Nesta semana a Ucrânia mergulhou na escuridão - e essa frase não tem nada a ver com os ataques de mísseis russos à infraestrutura elétrica do país. O Parlamento e o Executivo aprovaram uma lei de regulação da imprensa que abre as portas para a censura no país.

Isso acontece em um cenário em que partidos de oposição ao governo de Volodymyr Zelensky já haviam sido colocados na clandestinidade desde o início da invasão russa, em fevereiro.

Partidos de esquerda não existem oficialmente há anos na Ucrânia. Aos leitores apressados, lembro que não se trata aqui de defender direita ou esquerda, mas de proteger a liberdade.

Na quinta-feira, 29 de dezembro, Zelensky ratificou uma lei que expande os poderes do Conselho Nacional de Rádio e Televisão.

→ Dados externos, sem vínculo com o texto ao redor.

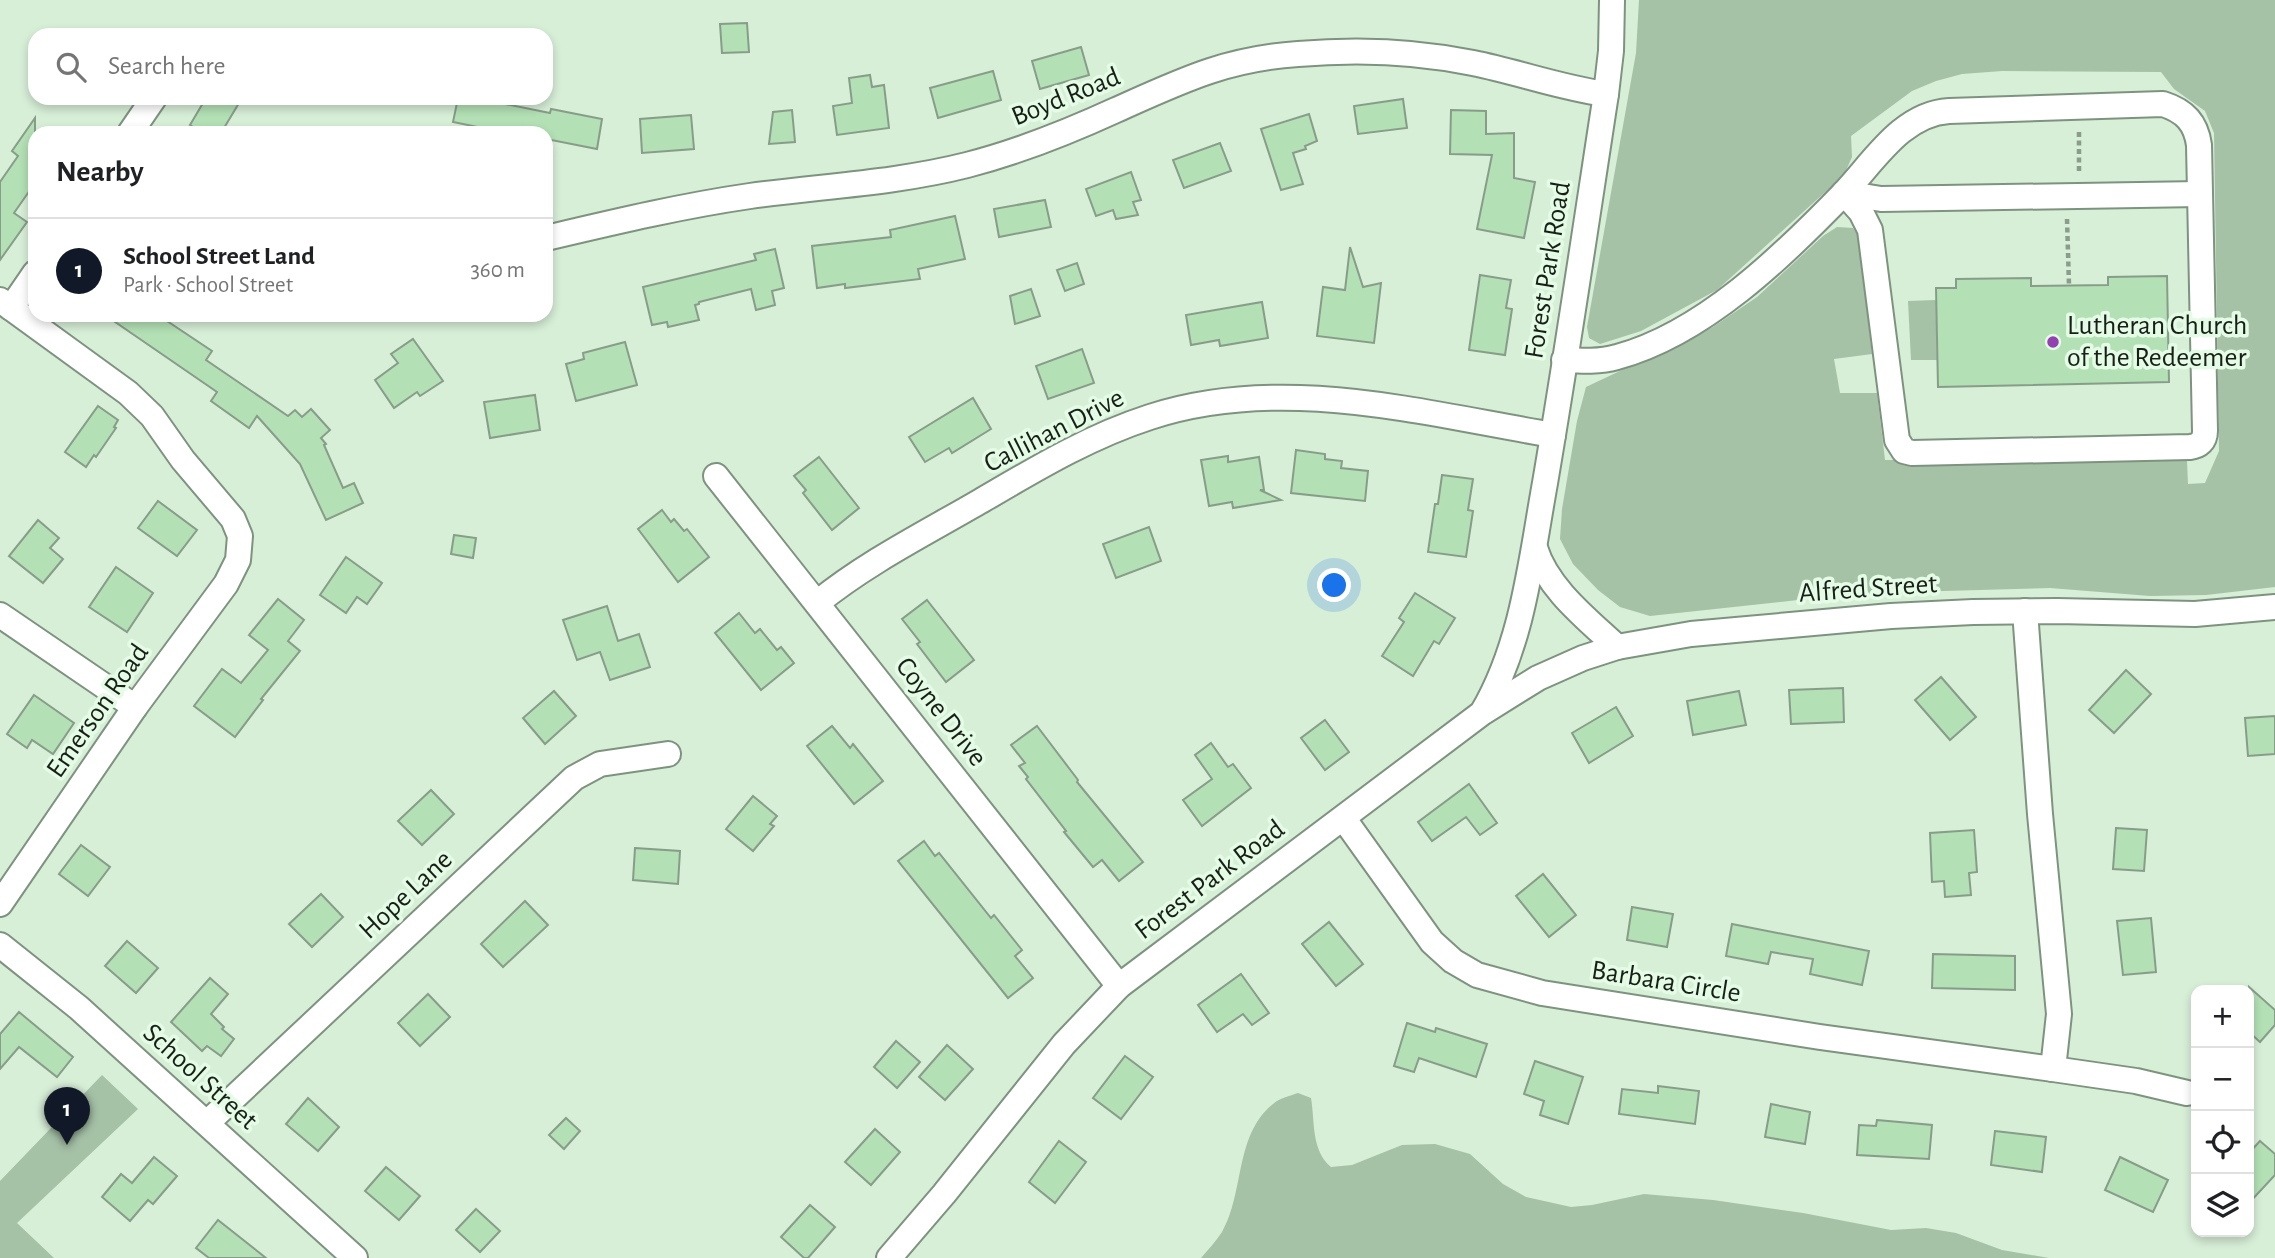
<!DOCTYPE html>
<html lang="en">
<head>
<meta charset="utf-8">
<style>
  :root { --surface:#fff; --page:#f2f2f2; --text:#202124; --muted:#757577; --line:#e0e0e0; --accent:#111827 }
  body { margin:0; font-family:"Alegreya Sans",sans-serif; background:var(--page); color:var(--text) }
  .controls { position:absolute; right:21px; bottom:21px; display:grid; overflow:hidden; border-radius:14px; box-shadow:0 4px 10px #0003 }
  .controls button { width:63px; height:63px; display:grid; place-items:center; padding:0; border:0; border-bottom:2px solid var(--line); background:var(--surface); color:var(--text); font:35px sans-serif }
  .you { position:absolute; left:1335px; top:586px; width:24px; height:24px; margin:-18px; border:5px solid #fff; border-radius:50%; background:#1a73e8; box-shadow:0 0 0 10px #1a73e833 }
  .badge { display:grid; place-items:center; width:46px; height:46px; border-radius:50%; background:var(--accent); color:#fff; font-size:23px; font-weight:700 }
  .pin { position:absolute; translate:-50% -58px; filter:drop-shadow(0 2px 4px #0008) }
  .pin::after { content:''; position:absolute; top:37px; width:24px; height:21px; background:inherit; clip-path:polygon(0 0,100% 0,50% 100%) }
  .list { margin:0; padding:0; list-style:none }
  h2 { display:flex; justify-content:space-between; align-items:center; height:91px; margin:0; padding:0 28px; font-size:30px }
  h2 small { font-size:23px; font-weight:400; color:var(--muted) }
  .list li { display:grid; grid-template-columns:46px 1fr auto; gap:21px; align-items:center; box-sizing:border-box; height:105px; padding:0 28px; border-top:2px solid var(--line) }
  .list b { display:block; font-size:26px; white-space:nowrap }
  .list p { margin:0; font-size:23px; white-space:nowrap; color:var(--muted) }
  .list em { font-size:23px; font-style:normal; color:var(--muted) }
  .icon { flex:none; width:38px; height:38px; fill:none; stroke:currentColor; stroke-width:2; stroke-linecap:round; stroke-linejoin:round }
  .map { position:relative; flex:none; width:2275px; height:1258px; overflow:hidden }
  .search { position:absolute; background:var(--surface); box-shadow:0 4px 10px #0003; left:28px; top:28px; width:525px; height:77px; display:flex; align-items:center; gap:18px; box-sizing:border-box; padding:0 24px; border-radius:21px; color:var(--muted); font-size:26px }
  .panel { position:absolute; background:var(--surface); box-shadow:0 4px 10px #0003; left:28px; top:126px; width:525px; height:196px; border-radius:21px }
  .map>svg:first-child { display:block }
  .green { fill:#a5c1a6 }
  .building { fill:#b3e0b5; stroke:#889d89; stroke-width:2 }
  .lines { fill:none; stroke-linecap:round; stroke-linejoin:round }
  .minor-casing { stroke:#7e937f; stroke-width:28 }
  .path { stroke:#8b9c8b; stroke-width:4.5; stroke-dasharray:5 3.5; stroke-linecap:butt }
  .minor { stroke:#fff; stroke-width:24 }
  .poi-dot { fill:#9241b0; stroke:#e4fbe5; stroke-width:2.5 }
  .labels { text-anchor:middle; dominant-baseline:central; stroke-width:7; stroke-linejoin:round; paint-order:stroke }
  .street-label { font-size:28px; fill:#171f17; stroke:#e4fbe5 }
  .poi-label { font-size:28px; fill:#171f17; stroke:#e4fbe5; text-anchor:start }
</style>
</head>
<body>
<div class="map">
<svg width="2275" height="1258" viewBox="0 0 2275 1258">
  <rect width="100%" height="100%" fill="#d7eed7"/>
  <!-- green -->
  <g class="green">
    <polygon points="1639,0 2275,0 2275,587 2206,595 2150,596 2050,588 1943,591 1798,600 1650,616 1620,607 1598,590 1573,564 1560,539 1562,509 1577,421 1586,387 1713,327 1757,297 1823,236 1837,227 1853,228 1859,237 1872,354 1834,359 1840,393 1877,393 1885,460 2187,461 2188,484 2205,483 2219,451 2214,133 2205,111 2174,89 2161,72 2002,71 1962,74 1936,81 1912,91 1851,136 1852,157 1844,175 1717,290 1641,331 1600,344 1589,338 1587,327 1636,53"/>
    <polygon points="1936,300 1937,360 1911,360 1908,301"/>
    <polygon points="102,1075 138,1109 17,1223 54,1258 0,1258 0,1181"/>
    <path d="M1298,1093L1311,1098C1315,1122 1311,1150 1331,1167L1352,1165L1402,1145L1435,1144L1470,1154L1503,1184L1526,1197L1571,1207L1592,1205L1644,1194L1713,1200L1803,1213L1891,1230L1926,1228L1956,1233L2002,1250L2049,1258H1201C1208,1250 1216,1241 1222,1232C1245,1192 1234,1136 1273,1104C1279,1098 1290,1096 1298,1093Z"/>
  </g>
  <!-- building -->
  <g class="building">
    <polygon points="747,23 749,52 722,53 720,24"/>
    <polygon points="1081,47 1089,75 1040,89 1032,61"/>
    <polygon points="993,71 1001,100 938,118 930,88"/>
    <polygon points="870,75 872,87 884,85 889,128 837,135 833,106 852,103 849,78"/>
    <polygon points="206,98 242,98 221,133 202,133 190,125"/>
    <polygon points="458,98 491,98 490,101 550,113 551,109 602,119 597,149 546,139 546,133 507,133 453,122"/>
    <polygon points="1403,99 1407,128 1358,134 1354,106"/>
    <polygon points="792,110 795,142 769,144 773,112"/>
    <polygon points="1451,110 1486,111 1486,134 1514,133 1514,178 1535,182 1524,238 1477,229 1492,155 1450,154"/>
    <polygon points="1309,114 1317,141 1305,146 1306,149 1293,153 1303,184 1281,190 1261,129"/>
    <polygon points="691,115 694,149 642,153 640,119"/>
    <polygon points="35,118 35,183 14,213 27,222 0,260 0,182 18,156 12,151"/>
    <polygon points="1220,143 1231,171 1184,188 1173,160"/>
    <polygon points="1131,172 1141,200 1133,202 1138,215 1116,219 1113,210 1096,216 1086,189"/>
    <polygon points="1045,200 1051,227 999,237 994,209"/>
    <polygon points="955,216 965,259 918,269 920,279 845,288 845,284 817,288 812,246 891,237 890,230"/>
    <polygon points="1350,247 1363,287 1381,283 1374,343 1317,336 1323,287 1345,290"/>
    <polygon points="775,249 784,288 772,291 775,305 756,310 751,289 699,302 699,304 695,305 699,320 668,327 667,322 652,325 643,287 756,260 754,254"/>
    <polygon points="1077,263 1084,284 1065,291 1057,270"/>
    <polygon points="1480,275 1511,280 1506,308 1512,309 1505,355 1469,350"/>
    <polygon points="2167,276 2169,382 1938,387 1936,288 1956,288 1956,279 2031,278 2031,286 2108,285 2108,277"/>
    <polygon points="1031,289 1040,316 1015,324 1010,296"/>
    <polygon points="1262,302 1268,338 1220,346 1219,340 1191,345 1186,315"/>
    <polygon points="105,315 158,315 212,351 206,360 288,416 295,410 302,417 311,409 330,430 321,438 326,444 324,445 343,488 354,483 363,503 326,520 300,464 257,416 249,428 211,401 217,392"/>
    <polygon points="413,339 443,381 420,396 417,392 394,408 375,380 398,363 391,354"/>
    <polygon points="625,342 637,385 576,401 566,364 584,359 583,353"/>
    <polygon points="1082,349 1094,383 1048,399 1036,366"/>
    <polygon points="535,395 540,430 490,438 484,402"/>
    <polygon points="973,398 991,429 952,453 949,448 925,462 909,437"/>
    <polygon points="98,406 118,420 114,427 116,428 96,457 94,455 86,467 65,452"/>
    <polygon points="1296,450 1325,454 1325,459 1342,461 1341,468 1368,471 1365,501 1291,493"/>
    <polygon points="1228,456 1228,462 1259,457 1264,490 1260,490 1281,500 1233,508 1232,502 1209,506 1201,460"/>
    <polygon points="819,457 859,508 832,530 803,493 806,490 794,476"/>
    <polygon points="1442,475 1473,479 1468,510 1473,511 1466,557 1428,552 1435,504 1438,504"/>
    <polygon points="158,501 197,530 177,556 138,528"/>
    <polygon points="662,510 671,522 674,519 684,531 687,529 709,557 678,582 638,529"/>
    <polygon points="38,520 59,538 50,548 63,559 43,583 9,556"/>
    <polygon points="1149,527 1161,561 1116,578 1103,544"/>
    <polygon points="454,535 476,538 473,558 451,554"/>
    <polygon points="346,557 382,583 367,604 357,597 346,613 320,595"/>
    <polygon points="116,567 153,593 127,632 89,607"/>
    <polygon points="1415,593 1455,618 1439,644 1434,641 1413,676 1382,656 1404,622 1399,618"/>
    <polygon points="278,599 304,620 288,641 300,651 261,699 263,700 235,737 194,706 222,669 241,683 268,650 249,635"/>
    <polygon points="927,600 974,660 946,682 917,644 920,642 902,619"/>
    <polygon points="607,606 618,641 639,634 650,667 610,680 600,652 577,660 563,620"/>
    <polygon points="739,613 755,633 760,629 777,650 781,647 794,663 761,690 715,633"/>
    <polygon points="2126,670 2151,694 2114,733 2089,710"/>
    <polygon points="1941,677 1976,717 1950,740 1915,700"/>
    <polygon points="1843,688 1844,722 1791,724 1789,690"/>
    <polygon points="554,691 576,716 545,744 523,718"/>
    <polygon points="1739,691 1746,725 1693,735 1687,701"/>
    <polygon points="34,695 74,723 53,754 32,740 27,748 7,734"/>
    <polygon points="1616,707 1633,736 1589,763 1572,733"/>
    <polygon points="2275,716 2275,754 2248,756 2245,718"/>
    <polygon points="1325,720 1349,752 1325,770 1301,738"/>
    <polygon points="832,726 850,748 853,744 883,781 854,804 807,746"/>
    <polygon points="1037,726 1078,780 1077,782 1143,862 1119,881 1102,860 1093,867 1064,832 1066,831 1026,779 1028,777 1019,766 1025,763 1011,745"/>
    <polygon points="1211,743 1228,767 1233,764 1251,788 1202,826 1183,800 1212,779 1195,755"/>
    <polygon points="1469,784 1497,823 1480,835 1466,817 1432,841 1418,822"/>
    <polygon points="431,790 454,814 422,845 398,821"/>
    <polygon points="753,796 777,816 770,824 774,826 753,851 726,829"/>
    <polygon points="2116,828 2147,830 2144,871 2113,869"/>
    <polygon points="1974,830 1977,872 1969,873 1971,895 1945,897 1944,881 1932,882 1930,833"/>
    <polygon points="924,841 935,856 939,853 991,918 994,915 1022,950 1015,956 1033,978 1008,998 898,861"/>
    <polygon points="81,845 110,867 88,896 59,874"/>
    <polygon points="635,848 680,851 678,884 633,880"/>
    <polygon points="1543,874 1576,915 1549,937 1516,896"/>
    <polygon points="321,894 343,917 312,947 289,924"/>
    <polygon points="525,901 548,925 503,967 481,944"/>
    <polygon points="1632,907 1673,914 1667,947 1627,940"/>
    <polygon points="2151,918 2156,972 2123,975 2117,921"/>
    <polygon points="1329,922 1363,964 1336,986 1302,944"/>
    <polygon points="1732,924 1869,951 1862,985 1810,974 1813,959 1771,952 1768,964 1726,956"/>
    <polygon points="127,941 158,968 136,993 105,966"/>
    <polygon points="1933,954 2015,956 2015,990 1932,988"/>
    <polygon points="1241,974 1269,1013 1252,1025 1243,1014 1217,1032 1198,1005"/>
    <polygon points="210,978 228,994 211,1014 224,1027 222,1029 234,1039 221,1056 207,1046 202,1051 171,1022"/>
    <polygon points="2249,987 2275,1010 2275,1025 2260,1042 2249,1032"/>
    <polygon points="428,994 450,1017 420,1046 398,1023"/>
    <polygon points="19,1012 73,1057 57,1077 19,1047 0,1069 0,1034"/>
    <polygon points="1407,1023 1435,1032 1436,1028 1487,1044 1476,1077 1419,1058 1414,1072 1394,1066"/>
    <polygon points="896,1041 920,1062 897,1088 874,1067"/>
    <polygon points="947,1045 973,1069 945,1100 919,1077"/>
    <polygon points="1125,1056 1153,1077 1121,1119 1093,1098"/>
    <polygon points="1535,1061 1583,1077 1568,1124 1540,1115 1544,1101 1524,1094"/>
    <polygon points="1658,1086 1699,1091 1695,1124 1619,1114 1622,1089 1658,1093"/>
    <polygon points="308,1098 339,1127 318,1151 286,1124"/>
    <polygon points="1771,1104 1810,1112 1805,1144 1765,1137"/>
    <polygon points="566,1118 580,1131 564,1149 549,1135"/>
    <polygon points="1877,1120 1932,1125 1929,1159 1857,1155 1859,1125 1876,1126"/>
    <polygon points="875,1129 900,1152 871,1185 845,1162"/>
    <polygon points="1995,1131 2046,1137 2042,1172 1991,1165"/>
    <polygon points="1059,1141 1086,1162 1055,1203 1029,1182"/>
    <polygon points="2260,1141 2275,1154 2275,1175 2249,1203 2249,1153"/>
    <polygon points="154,1157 177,1176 153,1204 148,1200 130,1221 102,1197 121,1174 132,1183"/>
    <polygon points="2120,1157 2168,1180 2153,1212 2105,1190"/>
    <polygon points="386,1167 420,1196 399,1220 365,1191"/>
    <polygon points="810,1205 835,1227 808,1258 804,1258 781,1237"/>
    <polygon points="476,1209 500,1231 480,1252 456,1230"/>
    <polygon points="218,1220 266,1258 209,1258 196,1248"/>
  </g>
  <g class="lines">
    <defs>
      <g id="minor">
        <polyline points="130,133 154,98"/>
        <polyline points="1844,193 1881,199 2200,194"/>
        <path d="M546,238C614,222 681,206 750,196C822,186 896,183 967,165C1018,152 1068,132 1116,110C1181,81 1225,59 1298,54C1356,49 1415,51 1473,63C1518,72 1561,88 1606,94"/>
        <polyline points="0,300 128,393 152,416 183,460 233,519 240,536 238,560 226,584 135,707 0,904"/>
        <polyline points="11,308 35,273"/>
        <path d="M1564,360C1582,361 1600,362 1617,357C1703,334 1783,256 1843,194C1873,163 1901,114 1949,111L2163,104C2185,111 2196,123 2199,145L2205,431C2205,441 2199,446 2190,447L1912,453L1904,451L1897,440L1870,230L1861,212L1844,193"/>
        <polyline points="716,476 1119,986"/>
        <path d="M1535,548C1547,588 1587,619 1617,647"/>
        <path d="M817,603C866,563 924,534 979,502C1034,470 1088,437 1150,417C1282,374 1421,413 1553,435"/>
        <polyline points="0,615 135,707"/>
        <polyline points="1485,711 1538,678 1583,658 1617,647 1691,634 1891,616 1973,612 2057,611 2195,614 2275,607"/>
        <polyline points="1344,819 1432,942 1453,961 1477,975 1542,993 1820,1037 2053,1069 2059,1014 2040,814 2025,611"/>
        <polyline points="0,945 79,1008 355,1258"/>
        <polyline points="2053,1069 2136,1081 2187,1093"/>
        <polyline points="207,1123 574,778 600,764 668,754"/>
        <path d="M889,1258L944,1194L1064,1044L1119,986L1482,713C1523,644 1531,560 1545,483C1567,354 1586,224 1606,94L1611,51L1612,0"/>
      </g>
    </defs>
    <!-- minor casing -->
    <use href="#minor" class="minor-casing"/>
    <!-- path -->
    <g class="path">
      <polyline points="2079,132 2079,172"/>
      <polyline points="2067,219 2069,285"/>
    </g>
    <!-- minor -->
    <use href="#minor" class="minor"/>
  </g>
  <!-- markers -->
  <circle class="poi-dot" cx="2053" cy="342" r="7"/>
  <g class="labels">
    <!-- street labels -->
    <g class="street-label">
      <text transform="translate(1066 97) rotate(-22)">Boyd Road</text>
      <text transform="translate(1548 270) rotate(-81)">Forest Park Road</text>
      <text transform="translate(1054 431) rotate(-27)">Callihan Drive</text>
      <text transform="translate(1868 589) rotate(-4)">Alfred Street</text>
      <text transform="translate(98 711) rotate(-55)">Emerson Road</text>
      <text transform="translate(941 712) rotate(52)">Coyne Drive</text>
      <text transform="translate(1210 880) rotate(-37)">Forest Park Road</text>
      <text transform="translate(406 895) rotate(-43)">Hope Lane</text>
      <text transform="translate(1666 982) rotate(9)">Barbara Circle</text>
      <text transform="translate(200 1077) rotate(42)">School Street</text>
    </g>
    <!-- poi labels -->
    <g class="poi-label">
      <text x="2067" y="326">Lutheran Church<tspan x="2067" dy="32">of the Redeemer</tspan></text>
    </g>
  </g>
</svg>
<div class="controls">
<button>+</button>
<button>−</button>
<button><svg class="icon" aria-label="locate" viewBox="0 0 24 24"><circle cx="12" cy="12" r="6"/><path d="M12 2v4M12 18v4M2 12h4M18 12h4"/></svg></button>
<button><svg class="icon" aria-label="layers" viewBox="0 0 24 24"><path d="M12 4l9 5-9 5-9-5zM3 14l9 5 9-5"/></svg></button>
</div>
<div class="you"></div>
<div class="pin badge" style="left:67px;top:1145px">1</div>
<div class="search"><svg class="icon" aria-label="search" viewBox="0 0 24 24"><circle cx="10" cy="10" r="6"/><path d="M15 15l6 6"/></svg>Search here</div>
<section class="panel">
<h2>Nearby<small></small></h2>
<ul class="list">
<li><span class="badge">1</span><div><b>School Street Land</b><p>Park · School Street</p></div><em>360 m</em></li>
</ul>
</section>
</div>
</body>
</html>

Na prática, o órgão regulador de mídia da Ucrânia vai passar a ter jurisdição sobre a imprensa escrita do país.

A lei também dá ao Estado o poder de aplicar multas, fechar temporariamente órgãos de imprensa sem processo judicial, revogar concessões de rádio e TV e solicitar às gigantes da tecnologia e das mídias sociais a remoção de conteúdo contrário ao governo.

A decisão lembra uma lei aprovada pelo presidente Vladimir Putin, no início do ano, segundo a qual qualquer comunicador ou cidadão pode ser preso por até 15 anos se divulgar opinião contrária à do regime. Isso inclui até chamar a guerra na Ucrânia de guerra — e não de operação militar especial, como determinou o Kremlin.

Um dos casos mais emblemáticos foi o do blogueiro Ilya Yashin, condenado a oito anos de prisão por “disseminar informações falsas sobre as forças armadas da Rússia”. Ele era um conhecido analista de conflitos e escrevia sobre a guerra, inclusive com visões pró-Moscou.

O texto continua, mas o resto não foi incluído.